Since being freed, he’s graduated from Mercy College and is working on a master’s degree. He spends much of his time advocating for the innocent in prison.
He’s often expressed concern that those who made the mistakes that put him in prison haven’t been disciplined and in some cases even have worked up the ranks through promotions.
Now he sees Sotomayor on the verge of becoming a justice on the highest court in the land.
The White House, which has been releasing schedules of Sotomayor’s visits to Capitol Hill to lobby for her appointment to the court, declined to respond to WND telephone and e-mail messages requesting a comment.
But in a commentary he wrote on Politico, Deskovic explained his concerns.
“In a career that took her from a Bronx housing project to Princeton University, Yale Law School, various jobs and now the federal bench, she (Sotomayor) has said that she tries to keep in mind the real-life implications of her rulings when meting out justice,” he wrote.
Such “empathy,” in fact, was one reason Obama explained he picked her.
“Such a high-minded moral standard is what we, as a society, should expect and seek from all our judges, especially a Supreme Court justice. But considering that we are talking about a lifetime appointment to the nation’s highest court, we should see if, in practice, her rulings reflect that,” Deskovic said. “A review of her record in my case shows that Sotomayor’s practice does not live up to her promise.
“All seven of my appeals were turned down. Two stops along the way were in Sotomayor’s courtroom,” he said.
Now he’s working to alert Americans to the dangers he feels Sotomayor presents to the public. He assembled a group on Facebook encouraging contacts with members of the Senate to oppose Sotomayor. He also said he would like to testify against her at her Senate hearings, scheduled to take place within a few weeks.
Deskovic told WND that if Sotomayor’s appointment is affirmed, “It means that our rights are very much at risk.

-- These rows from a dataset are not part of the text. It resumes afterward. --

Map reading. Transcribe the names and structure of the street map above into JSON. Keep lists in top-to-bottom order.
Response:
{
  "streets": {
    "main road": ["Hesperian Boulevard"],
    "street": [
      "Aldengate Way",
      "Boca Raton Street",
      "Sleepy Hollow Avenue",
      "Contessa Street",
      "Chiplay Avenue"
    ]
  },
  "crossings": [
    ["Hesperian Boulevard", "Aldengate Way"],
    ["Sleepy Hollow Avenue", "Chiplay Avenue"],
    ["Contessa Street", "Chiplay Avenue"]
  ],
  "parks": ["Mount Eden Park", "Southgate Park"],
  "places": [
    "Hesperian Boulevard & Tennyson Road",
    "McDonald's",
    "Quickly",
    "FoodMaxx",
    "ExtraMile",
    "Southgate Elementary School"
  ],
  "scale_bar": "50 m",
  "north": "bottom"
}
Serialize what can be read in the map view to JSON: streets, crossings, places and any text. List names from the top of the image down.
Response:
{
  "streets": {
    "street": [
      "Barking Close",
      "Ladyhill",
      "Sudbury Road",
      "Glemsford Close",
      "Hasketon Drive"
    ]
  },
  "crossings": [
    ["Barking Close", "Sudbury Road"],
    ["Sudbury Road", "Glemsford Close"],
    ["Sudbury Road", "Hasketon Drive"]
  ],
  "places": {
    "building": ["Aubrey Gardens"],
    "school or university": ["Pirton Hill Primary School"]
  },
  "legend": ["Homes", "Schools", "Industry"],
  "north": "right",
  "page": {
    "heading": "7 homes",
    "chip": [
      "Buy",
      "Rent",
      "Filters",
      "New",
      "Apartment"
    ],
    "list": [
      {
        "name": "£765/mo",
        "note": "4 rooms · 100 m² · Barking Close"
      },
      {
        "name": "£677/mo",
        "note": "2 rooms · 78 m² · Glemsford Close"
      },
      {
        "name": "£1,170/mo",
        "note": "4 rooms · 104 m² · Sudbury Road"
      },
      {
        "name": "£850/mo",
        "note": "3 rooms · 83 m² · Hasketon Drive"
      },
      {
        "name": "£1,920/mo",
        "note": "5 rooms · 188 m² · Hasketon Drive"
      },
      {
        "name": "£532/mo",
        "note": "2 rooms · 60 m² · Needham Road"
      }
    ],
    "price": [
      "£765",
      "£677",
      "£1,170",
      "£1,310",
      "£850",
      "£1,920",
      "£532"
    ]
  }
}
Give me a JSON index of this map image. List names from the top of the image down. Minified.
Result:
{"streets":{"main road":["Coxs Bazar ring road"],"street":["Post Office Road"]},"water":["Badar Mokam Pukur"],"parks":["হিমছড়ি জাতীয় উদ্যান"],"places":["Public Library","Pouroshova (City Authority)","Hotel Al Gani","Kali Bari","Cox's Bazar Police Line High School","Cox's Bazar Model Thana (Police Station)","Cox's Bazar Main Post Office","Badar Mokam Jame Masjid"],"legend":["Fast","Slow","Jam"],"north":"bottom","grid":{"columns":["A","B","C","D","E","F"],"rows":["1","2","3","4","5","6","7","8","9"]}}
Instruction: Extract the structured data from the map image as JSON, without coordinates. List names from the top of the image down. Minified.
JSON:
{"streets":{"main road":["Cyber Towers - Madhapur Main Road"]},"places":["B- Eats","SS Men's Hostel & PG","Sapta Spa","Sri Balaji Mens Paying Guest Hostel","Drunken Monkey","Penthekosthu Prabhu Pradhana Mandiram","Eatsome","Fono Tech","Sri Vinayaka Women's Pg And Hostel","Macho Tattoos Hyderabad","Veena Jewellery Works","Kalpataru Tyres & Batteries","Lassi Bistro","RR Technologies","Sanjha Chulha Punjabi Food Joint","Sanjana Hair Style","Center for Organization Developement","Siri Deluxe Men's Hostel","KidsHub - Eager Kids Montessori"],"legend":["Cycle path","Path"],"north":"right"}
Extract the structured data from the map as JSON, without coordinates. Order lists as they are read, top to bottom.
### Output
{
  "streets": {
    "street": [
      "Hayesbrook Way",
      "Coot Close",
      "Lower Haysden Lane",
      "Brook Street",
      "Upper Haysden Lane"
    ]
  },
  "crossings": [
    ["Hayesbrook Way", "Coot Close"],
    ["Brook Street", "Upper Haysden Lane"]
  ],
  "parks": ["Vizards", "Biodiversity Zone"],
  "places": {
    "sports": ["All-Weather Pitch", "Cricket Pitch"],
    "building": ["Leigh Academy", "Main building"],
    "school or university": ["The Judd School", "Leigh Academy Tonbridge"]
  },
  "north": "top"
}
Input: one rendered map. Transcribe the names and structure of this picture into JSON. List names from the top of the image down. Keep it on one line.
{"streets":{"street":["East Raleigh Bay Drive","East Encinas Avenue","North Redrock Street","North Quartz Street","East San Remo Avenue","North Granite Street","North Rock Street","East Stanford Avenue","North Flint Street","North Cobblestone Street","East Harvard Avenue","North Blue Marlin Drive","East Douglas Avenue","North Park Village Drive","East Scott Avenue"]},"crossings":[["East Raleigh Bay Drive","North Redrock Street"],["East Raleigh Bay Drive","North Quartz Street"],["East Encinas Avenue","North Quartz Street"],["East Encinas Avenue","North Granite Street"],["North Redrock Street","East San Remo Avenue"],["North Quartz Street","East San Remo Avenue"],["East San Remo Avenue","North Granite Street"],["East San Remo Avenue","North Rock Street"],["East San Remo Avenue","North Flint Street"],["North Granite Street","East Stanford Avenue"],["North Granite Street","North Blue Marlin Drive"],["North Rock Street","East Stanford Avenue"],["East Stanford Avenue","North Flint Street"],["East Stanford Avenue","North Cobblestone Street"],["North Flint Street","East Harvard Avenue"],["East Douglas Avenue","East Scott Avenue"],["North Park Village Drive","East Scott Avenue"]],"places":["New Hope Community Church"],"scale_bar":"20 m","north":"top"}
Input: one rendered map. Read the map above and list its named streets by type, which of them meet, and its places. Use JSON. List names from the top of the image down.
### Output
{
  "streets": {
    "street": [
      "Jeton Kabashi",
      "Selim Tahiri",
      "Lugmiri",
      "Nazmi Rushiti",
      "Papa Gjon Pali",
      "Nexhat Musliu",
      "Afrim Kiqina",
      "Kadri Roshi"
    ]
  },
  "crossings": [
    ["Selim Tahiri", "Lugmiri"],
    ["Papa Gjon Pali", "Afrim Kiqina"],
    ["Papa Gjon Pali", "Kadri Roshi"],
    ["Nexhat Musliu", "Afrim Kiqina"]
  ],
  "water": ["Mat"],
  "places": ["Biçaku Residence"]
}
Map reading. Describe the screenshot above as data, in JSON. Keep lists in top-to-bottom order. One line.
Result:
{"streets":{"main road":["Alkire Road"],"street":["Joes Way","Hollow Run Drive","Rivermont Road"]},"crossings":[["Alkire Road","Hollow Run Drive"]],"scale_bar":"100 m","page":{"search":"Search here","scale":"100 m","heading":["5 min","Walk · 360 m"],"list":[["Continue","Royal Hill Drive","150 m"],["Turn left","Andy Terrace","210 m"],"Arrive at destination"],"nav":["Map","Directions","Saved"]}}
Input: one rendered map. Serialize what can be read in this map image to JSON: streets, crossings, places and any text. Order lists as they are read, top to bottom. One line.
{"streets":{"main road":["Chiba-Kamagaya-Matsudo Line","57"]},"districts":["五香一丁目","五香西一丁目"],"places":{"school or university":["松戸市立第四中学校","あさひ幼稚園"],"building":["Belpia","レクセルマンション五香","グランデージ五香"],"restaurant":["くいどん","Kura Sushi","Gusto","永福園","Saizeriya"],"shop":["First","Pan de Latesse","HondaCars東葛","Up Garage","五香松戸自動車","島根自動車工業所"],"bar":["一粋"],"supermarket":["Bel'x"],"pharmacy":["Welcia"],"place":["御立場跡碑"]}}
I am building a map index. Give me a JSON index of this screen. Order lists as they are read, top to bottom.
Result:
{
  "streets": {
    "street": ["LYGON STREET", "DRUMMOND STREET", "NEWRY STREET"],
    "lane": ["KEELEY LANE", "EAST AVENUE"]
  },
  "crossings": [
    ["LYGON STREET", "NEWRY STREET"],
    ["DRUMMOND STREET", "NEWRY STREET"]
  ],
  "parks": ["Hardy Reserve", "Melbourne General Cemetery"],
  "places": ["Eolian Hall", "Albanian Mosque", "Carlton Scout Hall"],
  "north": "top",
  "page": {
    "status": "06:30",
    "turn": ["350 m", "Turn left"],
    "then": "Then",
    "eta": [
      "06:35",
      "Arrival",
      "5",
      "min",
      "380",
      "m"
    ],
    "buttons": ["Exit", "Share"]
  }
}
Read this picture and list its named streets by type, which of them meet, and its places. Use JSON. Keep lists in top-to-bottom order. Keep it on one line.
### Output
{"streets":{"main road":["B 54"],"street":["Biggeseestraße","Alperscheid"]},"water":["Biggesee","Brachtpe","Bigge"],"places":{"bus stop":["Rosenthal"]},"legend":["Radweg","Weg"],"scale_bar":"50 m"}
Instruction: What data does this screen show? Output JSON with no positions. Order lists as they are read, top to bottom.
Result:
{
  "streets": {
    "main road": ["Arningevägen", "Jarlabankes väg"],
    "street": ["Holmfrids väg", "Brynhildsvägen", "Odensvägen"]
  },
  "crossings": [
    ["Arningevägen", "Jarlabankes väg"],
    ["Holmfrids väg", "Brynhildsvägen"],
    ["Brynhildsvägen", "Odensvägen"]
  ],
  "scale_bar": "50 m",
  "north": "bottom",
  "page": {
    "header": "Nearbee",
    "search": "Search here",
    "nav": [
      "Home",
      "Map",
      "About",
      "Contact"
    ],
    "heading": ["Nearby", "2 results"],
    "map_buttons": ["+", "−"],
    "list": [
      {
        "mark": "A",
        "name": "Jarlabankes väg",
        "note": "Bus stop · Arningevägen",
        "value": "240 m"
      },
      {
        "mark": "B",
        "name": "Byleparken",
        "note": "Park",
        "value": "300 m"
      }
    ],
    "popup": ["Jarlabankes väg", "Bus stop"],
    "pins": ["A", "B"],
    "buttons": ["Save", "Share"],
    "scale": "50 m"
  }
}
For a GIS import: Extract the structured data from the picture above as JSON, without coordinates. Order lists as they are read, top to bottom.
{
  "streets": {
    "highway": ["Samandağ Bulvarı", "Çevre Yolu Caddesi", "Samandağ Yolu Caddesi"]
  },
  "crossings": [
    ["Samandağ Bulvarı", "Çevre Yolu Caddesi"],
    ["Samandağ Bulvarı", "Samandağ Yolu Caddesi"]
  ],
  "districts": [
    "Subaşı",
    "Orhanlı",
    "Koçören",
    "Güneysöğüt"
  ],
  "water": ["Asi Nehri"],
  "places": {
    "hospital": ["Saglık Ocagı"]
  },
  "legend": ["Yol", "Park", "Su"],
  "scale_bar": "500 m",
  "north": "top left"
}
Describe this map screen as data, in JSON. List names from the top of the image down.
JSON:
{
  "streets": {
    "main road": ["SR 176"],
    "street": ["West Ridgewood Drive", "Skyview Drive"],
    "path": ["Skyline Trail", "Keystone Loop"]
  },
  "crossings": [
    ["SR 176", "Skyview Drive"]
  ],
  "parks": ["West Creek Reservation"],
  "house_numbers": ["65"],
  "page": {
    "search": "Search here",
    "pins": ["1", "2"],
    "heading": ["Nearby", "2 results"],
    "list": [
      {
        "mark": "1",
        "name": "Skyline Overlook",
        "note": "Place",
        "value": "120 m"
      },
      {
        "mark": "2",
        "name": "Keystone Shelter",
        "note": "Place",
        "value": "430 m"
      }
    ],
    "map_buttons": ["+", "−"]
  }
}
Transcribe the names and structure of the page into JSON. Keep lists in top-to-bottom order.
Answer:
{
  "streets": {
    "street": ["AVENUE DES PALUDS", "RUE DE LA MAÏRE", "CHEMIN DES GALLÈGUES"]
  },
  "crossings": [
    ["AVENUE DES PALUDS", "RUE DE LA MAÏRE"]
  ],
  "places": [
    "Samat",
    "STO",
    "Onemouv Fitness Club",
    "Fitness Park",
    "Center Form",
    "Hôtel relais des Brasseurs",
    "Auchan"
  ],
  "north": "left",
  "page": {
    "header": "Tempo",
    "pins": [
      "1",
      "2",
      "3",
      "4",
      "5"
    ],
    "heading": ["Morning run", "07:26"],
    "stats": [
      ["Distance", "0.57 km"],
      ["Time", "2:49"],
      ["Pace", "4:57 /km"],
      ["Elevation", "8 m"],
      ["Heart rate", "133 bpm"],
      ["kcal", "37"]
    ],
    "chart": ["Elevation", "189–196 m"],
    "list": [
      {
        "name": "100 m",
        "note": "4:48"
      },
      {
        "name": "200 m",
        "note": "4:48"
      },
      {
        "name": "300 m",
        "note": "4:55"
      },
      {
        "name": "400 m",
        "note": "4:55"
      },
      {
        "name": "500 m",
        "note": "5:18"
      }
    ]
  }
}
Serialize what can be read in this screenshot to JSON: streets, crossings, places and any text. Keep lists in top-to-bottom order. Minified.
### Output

“I think the fact she is being considered for an even higher position of responsibility, considering we’re talking about a lifetime appointment, that affects all of our rights.
“She’s supposed to be scrutinizing every case that comes across her desk,” he said, not using technicalities.
“What I don’t understand is why none of the U.S. senators is paying attention to this issue. … Do they agree with what (happened)?” he wondered.
He also suggested politics is playing an huge role.
“If this judge had been nominated by a Republican president, the Democrats would have been all over this,” he said.
But he said there’s no excuse, either, for the GOP not to be raising the question.
“Despite Sotomayor’s rhetoric, her ruling in my case showed a callous disregard for the real-life implications of her rulings. She opted for procedure over fairness and finality of conviction over accuracy. Many of the victims of wrongful convictions serving long sentences had exhausted their appeals long before they were exonerated. In how many of those cases did Sotomayor vote to refuse to even consider evidence of innocence?” wrote Deskovic. “My case is far from unique in an age when the reality of wrongful convictions is well-established.
“In my case, Judge Sotomayor did not demonstrate that understanding. If that is her idea of ‘empathy,’ a trait that Obama sought in his appointee, then God help us all,” Deskovic said.